= Walter of Palearia =

Italian bishop and chancelor of Sicily

Walter of Palear (or Palearia, also Gualtiero da Pagliaria; died 1229 or 1231) was the chancellor of the Kingdom of Sicily under Queen Constance and the Emperor Henry VI. He was also the bishop of Troia (1189–1208) and later bishop of Catania (from 1208).
==Biography==
Walter put Palermo under the authority of his brother, Gentile, Count of Manoppello, while acting as guardian of Henry and Constance's son, the young king Frederick of Hohenstaufen. He "was perhaps the most important man in the kingdom of Sicily during the early years of Frederick's minority".

Gentile surrendered the city to Markward von Anweiler in 1198, but Pope Innocent III alleged that Markward had bribed Walter for the city and the king's regency.
In 1202, an army led by Walter and Dipold, Count of Acerra, was defeated by the claimant Walter III of Brienne, who opposed Frederick as king. Markward died at a town called Patti having succumbed to surgery for kidney stones. After Markward's death, Frederick fell under the control of William of Capparone. Dipold wrested Frederick from Capparone in 1206 and gave him over to the guardianship of the chancellor. Walter and Dipold then had a falling-out and the latter captured the royal palace, where he was besieged and captured by Walter in 1207.

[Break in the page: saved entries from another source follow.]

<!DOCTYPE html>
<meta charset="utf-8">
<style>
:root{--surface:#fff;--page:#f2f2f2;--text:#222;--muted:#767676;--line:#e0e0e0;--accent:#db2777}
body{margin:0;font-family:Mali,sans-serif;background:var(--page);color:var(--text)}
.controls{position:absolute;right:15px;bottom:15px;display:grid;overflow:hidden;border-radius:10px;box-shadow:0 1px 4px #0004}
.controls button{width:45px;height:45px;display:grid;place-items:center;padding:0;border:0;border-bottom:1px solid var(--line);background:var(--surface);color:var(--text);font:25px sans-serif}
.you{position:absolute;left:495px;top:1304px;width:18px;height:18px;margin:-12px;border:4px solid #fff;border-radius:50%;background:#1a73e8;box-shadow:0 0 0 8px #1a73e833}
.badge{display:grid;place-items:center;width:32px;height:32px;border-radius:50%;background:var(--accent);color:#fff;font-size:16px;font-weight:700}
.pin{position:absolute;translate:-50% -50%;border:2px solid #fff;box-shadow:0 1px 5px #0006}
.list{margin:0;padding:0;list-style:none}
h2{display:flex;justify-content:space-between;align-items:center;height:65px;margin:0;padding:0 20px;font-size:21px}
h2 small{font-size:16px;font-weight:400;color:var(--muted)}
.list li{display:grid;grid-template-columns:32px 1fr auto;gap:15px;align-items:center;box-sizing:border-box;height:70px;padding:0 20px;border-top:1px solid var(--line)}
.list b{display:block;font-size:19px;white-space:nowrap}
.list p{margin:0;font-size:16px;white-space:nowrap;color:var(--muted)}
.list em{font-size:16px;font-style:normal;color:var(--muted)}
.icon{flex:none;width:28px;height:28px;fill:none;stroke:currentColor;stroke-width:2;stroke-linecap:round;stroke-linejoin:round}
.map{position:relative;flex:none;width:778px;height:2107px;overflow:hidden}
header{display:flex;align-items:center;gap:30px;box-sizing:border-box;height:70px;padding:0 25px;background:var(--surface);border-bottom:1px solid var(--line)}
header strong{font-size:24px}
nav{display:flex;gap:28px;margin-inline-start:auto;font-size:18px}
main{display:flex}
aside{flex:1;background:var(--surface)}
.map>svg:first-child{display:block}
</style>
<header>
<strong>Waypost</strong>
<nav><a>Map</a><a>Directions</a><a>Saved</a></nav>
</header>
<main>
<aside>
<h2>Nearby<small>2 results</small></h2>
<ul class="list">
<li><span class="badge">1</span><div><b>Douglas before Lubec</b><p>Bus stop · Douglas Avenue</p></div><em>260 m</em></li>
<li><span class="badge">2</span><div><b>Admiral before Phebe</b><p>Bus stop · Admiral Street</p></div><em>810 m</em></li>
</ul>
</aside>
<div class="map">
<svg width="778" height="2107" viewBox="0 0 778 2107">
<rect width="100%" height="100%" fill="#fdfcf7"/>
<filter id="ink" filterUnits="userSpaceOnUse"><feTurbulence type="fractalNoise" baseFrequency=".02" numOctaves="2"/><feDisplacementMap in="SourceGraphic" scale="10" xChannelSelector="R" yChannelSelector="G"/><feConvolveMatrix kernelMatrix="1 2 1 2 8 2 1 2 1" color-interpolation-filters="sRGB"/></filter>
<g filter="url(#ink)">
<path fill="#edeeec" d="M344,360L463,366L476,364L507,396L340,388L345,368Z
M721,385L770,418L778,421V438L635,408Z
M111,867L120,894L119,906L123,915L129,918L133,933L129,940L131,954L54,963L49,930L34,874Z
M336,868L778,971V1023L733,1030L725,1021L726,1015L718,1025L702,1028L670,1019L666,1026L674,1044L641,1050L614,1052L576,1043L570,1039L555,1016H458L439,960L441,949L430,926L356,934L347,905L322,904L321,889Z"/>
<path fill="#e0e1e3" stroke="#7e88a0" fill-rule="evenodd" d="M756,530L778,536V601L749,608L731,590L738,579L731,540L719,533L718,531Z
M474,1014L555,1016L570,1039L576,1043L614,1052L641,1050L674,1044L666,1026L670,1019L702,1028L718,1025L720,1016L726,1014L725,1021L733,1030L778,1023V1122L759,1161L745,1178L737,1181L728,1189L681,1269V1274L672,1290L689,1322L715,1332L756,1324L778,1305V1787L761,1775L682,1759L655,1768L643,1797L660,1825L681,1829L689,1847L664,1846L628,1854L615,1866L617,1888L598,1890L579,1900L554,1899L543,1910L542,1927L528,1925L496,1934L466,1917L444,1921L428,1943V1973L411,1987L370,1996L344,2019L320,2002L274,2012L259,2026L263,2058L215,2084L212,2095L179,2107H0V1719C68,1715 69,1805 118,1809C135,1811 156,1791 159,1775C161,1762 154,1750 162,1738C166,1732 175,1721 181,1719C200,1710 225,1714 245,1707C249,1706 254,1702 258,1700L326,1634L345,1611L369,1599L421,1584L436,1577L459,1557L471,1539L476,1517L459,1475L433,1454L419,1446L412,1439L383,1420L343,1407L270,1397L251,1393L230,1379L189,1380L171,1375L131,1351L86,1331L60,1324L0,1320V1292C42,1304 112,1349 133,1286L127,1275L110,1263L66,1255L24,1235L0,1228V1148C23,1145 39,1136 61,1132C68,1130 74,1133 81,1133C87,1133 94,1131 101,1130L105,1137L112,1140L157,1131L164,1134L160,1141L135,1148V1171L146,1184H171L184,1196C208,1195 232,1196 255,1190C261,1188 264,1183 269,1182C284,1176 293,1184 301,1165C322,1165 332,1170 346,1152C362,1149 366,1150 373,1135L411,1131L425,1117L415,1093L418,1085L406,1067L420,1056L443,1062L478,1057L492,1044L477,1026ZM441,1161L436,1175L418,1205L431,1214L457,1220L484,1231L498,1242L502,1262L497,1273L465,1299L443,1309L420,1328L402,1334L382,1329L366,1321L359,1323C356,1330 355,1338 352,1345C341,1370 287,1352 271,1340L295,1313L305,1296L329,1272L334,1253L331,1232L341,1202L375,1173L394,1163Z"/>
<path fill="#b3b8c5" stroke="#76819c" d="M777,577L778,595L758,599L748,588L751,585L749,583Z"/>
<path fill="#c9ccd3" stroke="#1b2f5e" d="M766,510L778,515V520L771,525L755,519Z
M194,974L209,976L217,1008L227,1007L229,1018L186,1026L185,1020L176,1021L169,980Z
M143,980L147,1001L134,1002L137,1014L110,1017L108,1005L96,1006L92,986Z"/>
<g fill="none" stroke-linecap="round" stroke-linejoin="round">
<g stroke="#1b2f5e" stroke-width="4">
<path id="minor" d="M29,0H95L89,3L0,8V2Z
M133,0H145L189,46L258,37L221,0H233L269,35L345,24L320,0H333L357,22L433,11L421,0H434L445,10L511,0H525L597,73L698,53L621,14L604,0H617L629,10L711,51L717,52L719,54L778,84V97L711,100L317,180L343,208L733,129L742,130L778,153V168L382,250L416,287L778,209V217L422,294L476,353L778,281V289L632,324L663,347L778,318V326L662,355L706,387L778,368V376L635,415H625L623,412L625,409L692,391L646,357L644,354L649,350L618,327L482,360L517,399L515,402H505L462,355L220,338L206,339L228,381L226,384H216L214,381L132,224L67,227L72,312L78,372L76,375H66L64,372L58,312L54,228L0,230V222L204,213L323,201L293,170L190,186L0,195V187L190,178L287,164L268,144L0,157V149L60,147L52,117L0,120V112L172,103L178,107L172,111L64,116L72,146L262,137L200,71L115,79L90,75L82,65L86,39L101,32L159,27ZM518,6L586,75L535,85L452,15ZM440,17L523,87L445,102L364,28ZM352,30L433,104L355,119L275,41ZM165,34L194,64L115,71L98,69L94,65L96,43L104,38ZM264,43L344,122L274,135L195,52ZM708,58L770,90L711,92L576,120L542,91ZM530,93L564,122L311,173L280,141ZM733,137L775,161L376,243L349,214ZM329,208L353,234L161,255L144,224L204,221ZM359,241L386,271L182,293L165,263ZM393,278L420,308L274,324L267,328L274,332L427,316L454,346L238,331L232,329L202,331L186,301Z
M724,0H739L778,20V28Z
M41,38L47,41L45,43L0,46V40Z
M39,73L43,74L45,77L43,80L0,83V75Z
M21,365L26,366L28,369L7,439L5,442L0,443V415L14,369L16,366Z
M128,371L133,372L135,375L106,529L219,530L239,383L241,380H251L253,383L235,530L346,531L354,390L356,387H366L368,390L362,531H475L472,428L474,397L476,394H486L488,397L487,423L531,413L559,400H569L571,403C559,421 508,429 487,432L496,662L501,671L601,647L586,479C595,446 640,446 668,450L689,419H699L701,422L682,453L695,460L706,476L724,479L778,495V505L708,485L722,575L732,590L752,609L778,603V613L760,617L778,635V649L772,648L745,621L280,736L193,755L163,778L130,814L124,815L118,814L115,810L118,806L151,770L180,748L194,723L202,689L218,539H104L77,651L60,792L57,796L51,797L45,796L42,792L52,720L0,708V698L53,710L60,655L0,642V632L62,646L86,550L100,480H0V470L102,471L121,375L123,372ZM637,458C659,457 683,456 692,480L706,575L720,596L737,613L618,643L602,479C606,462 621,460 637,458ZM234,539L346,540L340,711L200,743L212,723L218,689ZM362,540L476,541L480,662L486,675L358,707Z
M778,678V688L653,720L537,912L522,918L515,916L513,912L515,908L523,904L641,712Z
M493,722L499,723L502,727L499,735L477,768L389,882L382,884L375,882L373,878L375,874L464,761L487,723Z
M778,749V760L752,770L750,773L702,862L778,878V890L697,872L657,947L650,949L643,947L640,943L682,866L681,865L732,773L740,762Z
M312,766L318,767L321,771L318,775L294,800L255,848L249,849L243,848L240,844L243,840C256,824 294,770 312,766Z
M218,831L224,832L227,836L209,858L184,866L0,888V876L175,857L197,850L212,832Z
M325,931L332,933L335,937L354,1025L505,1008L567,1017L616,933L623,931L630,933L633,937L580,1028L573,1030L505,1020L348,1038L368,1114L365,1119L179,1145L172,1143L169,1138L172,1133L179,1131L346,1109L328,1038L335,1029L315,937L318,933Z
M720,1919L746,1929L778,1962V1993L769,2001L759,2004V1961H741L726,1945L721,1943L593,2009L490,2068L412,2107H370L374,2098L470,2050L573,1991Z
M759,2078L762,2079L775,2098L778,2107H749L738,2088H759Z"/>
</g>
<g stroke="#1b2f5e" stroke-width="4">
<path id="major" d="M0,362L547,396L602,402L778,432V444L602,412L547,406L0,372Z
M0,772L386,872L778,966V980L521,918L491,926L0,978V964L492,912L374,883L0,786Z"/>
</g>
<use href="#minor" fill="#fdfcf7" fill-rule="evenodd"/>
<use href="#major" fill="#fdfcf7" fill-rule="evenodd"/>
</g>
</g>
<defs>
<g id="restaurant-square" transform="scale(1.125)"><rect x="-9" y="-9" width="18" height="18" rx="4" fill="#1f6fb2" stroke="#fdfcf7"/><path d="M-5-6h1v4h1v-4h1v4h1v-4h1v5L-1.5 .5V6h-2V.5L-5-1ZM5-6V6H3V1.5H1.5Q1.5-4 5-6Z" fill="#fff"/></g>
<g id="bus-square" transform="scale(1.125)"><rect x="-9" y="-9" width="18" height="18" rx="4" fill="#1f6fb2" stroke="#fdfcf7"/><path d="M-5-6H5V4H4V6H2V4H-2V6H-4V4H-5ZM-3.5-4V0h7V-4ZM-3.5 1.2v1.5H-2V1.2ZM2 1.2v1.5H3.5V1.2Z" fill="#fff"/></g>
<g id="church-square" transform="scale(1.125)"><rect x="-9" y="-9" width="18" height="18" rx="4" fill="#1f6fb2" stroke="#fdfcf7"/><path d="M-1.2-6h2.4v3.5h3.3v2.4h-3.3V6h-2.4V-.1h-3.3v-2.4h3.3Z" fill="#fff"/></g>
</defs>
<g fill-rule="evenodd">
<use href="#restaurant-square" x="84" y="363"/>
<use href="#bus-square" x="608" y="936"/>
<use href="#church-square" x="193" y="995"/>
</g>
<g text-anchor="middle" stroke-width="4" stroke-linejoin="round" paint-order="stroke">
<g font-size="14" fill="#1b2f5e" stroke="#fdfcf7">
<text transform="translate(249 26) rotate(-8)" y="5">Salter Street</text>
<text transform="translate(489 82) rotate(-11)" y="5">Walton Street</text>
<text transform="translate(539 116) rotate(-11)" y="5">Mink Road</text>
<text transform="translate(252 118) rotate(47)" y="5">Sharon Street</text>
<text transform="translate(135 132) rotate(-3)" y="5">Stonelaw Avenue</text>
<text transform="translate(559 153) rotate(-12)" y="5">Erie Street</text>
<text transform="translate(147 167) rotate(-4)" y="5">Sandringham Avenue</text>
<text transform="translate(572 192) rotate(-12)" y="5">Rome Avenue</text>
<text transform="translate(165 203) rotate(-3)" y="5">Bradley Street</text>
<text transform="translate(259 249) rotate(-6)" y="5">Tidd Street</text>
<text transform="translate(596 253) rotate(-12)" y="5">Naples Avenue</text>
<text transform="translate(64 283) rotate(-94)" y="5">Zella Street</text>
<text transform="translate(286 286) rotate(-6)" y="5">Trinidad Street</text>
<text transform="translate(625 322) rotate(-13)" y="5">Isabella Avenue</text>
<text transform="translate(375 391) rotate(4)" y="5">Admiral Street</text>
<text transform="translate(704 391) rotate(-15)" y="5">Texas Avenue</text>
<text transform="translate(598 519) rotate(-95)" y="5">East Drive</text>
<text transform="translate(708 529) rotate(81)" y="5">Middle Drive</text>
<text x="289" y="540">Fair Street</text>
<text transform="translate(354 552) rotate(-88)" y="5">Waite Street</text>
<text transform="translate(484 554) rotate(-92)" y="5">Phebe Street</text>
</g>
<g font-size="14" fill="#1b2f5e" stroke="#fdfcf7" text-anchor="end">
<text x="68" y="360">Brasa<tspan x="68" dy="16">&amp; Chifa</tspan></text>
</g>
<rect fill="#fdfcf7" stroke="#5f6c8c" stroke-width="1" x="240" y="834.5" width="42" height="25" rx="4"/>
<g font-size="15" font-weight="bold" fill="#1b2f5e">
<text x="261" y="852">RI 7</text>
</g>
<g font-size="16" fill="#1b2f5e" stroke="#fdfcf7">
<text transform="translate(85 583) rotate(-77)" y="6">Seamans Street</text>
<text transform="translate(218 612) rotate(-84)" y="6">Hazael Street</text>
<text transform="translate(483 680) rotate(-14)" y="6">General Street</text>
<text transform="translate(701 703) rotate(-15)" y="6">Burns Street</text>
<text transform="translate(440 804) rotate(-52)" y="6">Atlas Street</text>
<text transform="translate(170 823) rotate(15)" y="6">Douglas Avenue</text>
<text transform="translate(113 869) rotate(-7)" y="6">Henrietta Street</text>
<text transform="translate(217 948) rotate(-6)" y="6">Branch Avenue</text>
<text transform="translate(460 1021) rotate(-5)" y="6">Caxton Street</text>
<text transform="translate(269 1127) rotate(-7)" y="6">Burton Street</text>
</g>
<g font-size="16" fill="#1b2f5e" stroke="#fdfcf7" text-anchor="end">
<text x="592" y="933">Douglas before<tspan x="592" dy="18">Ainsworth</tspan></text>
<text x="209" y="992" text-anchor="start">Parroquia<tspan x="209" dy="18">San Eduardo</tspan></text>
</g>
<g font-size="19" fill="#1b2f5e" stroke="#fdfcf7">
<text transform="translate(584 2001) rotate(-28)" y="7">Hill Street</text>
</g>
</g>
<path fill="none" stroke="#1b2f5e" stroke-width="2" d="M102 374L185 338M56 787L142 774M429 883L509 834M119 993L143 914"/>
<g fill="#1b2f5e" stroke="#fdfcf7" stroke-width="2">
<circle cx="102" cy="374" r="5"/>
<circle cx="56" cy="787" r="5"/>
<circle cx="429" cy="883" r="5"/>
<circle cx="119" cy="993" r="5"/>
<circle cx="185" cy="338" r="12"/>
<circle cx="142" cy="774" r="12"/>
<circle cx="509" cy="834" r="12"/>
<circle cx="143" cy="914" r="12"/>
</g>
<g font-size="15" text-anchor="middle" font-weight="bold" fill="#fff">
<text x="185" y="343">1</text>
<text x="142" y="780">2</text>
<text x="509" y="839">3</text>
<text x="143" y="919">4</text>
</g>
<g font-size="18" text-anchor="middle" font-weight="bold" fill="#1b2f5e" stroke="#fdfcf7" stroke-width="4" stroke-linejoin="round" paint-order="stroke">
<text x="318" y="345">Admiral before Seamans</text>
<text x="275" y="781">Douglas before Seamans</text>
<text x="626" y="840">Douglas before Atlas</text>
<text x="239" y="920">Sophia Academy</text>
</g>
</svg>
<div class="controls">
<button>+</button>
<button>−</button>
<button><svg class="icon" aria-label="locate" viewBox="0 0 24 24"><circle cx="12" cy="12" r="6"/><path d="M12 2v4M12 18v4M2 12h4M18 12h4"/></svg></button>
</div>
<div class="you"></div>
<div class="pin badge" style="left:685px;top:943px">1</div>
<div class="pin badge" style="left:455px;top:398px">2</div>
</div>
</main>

Walter participated in the latter part of the Fifth Crusade. He was sent by Frederick alongside Henry, Count of Malta and German imperial marshal Anselm of Justingen to Damietta, after its recent capture. After the dismal failure of the crusade and the surrender of Damietta to Al-Kamil, Walter was one of the many Christian leaders to suffer a humiliating blow to his repuation. He stripped of his possessions and sent into exile.

Rainaldo di Celano, the archbishop of Capua, was his nephew.

==Sources==
- Kantorowicz, Ernst. Frederick the Second. Frederick Ungar Publishing Company: 1937.
- Matthew, Donald. The Norman Kingdom of Sicily. Cambridge University Press: 1992.
- Ryccardi di Sancto Germano Notarii Chronicon. G. A. Loud, trans.